Palabras de espiritualidad

El auxilio de un santo en la soledad del bosque

  • Foto: Oana Nechifor

    Foto: Oana Nechifor

¡San Nicolás, mira lo que me ha pasado! ¡Ayúdame, mi amado San Nicolás, o vendrán los lobos y me devorarán!”.

Maria Petrovna empezó a creer en Dios, con la ayuda de San Nicolás, como consecuencia de un incidente.

Todo comenzó cuando María decidió ir a visitar a sus familiares en la provincia. No los había visto desde hacía mucho tiempo, así que, viéndose sola cuando su hija y su yerno se fueron de viaje a Crimea y sus nietos se inscribieron en un campamento, decidió ir a ver a sus parientes en el campo. Compró unos obsequios y les envió un telegrama, pidiéndoles que al día siguiente la fueran a esperar a la estación de tren.

Sin embargo, al llegar a su destino, vio que no había nadie esperándola. ¿Qué podía hacer ahora? Uno de los guardianes de la estación le aconsejó lo siguiente:

—Puede dejar su equipaje en los casilleros que hay adentro de la estación. Después, lo que tiene que hacer es seguir este camino unos ocho o diez kilómetros, hasta llegar a un pequeño bosque de abedules, en donde además verá dos altos pinos en un claro. Vaya a donde están los pinos y a un lado verá que hay un sendero. Pocos pasos después encontrará un puente de madera. Atraviéselo y saldrá otra vez al sendero que lleva a otro bosquecillo de abedules. Le tomará poco tiempo cruzarlo e inmediatamente verá las primeras casas del poblado a donde usted se dirige.
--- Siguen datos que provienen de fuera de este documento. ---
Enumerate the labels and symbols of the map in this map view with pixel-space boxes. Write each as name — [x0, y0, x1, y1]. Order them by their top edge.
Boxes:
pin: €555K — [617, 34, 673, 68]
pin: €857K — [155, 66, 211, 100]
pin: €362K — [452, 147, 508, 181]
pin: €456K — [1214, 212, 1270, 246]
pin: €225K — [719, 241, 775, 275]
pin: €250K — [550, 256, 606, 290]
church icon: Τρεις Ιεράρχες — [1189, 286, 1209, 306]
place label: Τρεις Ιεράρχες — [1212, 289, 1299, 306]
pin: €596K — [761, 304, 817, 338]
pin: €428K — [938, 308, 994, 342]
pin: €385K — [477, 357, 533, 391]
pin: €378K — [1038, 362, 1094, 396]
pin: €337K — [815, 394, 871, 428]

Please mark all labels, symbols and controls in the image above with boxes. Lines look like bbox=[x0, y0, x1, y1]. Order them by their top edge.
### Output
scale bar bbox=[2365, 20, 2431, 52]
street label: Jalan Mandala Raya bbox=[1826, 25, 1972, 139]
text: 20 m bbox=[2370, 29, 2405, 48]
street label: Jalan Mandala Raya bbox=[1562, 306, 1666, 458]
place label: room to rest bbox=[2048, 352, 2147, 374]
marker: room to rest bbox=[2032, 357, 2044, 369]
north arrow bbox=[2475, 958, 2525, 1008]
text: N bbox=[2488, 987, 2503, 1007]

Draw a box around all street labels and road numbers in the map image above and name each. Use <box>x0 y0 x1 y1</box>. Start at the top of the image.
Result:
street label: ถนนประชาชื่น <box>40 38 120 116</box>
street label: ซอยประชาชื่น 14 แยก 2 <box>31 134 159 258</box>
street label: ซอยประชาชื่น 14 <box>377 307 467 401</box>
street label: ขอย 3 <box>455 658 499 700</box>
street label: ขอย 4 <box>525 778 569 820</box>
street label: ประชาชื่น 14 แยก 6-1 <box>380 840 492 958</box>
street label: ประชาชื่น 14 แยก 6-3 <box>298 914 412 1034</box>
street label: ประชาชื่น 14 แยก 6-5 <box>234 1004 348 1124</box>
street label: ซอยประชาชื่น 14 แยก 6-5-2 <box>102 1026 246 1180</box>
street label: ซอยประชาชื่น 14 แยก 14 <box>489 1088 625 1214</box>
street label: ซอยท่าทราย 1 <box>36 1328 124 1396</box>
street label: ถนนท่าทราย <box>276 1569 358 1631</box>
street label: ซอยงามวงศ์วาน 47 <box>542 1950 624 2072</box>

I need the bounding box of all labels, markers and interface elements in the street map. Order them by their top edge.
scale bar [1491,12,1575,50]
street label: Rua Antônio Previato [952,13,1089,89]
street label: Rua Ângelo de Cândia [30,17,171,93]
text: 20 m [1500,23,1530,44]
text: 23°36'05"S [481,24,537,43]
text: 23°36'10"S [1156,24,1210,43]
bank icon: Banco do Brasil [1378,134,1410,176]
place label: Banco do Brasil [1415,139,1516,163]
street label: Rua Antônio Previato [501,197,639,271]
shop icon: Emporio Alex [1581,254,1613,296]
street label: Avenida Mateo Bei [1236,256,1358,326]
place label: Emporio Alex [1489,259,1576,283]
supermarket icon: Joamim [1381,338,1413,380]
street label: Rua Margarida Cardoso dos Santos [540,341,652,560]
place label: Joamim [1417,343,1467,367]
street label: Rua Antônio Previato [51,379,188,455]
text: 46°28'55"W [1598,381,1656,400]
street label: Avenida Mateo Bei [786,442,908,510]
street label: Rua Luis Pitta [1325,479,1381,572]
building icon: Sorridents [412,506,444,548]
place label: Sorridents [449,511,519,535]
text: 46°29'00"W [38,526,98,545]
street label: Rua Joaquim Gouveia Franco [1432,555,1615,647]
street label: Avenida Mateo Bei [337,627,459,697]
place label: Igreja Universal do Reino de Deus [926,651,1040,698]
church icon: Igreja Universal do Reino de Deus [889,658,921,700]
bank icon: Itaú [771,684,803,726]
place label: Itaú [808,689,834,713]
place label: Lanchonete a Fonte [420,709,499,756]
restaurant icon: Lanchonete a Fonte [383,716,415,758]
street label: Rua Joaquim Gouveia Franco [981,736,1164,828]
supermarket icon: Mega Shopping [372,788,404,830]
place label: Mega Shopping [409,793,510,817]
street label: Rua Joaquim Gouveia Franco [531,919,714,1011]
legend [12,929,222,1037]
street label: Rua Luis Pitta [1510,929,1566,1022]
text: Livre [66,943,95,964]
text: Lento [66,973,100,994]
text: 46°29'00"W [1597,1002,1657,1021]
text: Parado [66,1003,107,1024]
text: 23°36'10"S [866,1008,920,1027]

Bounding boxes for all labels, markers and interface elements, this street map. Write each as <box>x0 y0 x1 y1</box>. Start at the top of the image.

—¿No hay lobos en el bosque?

—Hay lobos en la zona, no le voy a mentir... pero no se atreverán a acercársele al sol del mediodía. Por eso, al atardecer tendrá que haber llegado a la aldea.

María Petrovna se puso en marcha. Si bien había crecido en lo rural, luego de veinte años viviendo en la ciudad había perdido el hábito de caminar largamente. Prontó se sintió cansada. Caminó y caminó, no diez, sino quince kilómetros, y no encontró en ninguna parte los pinos, ni los abedules, ni el bosque.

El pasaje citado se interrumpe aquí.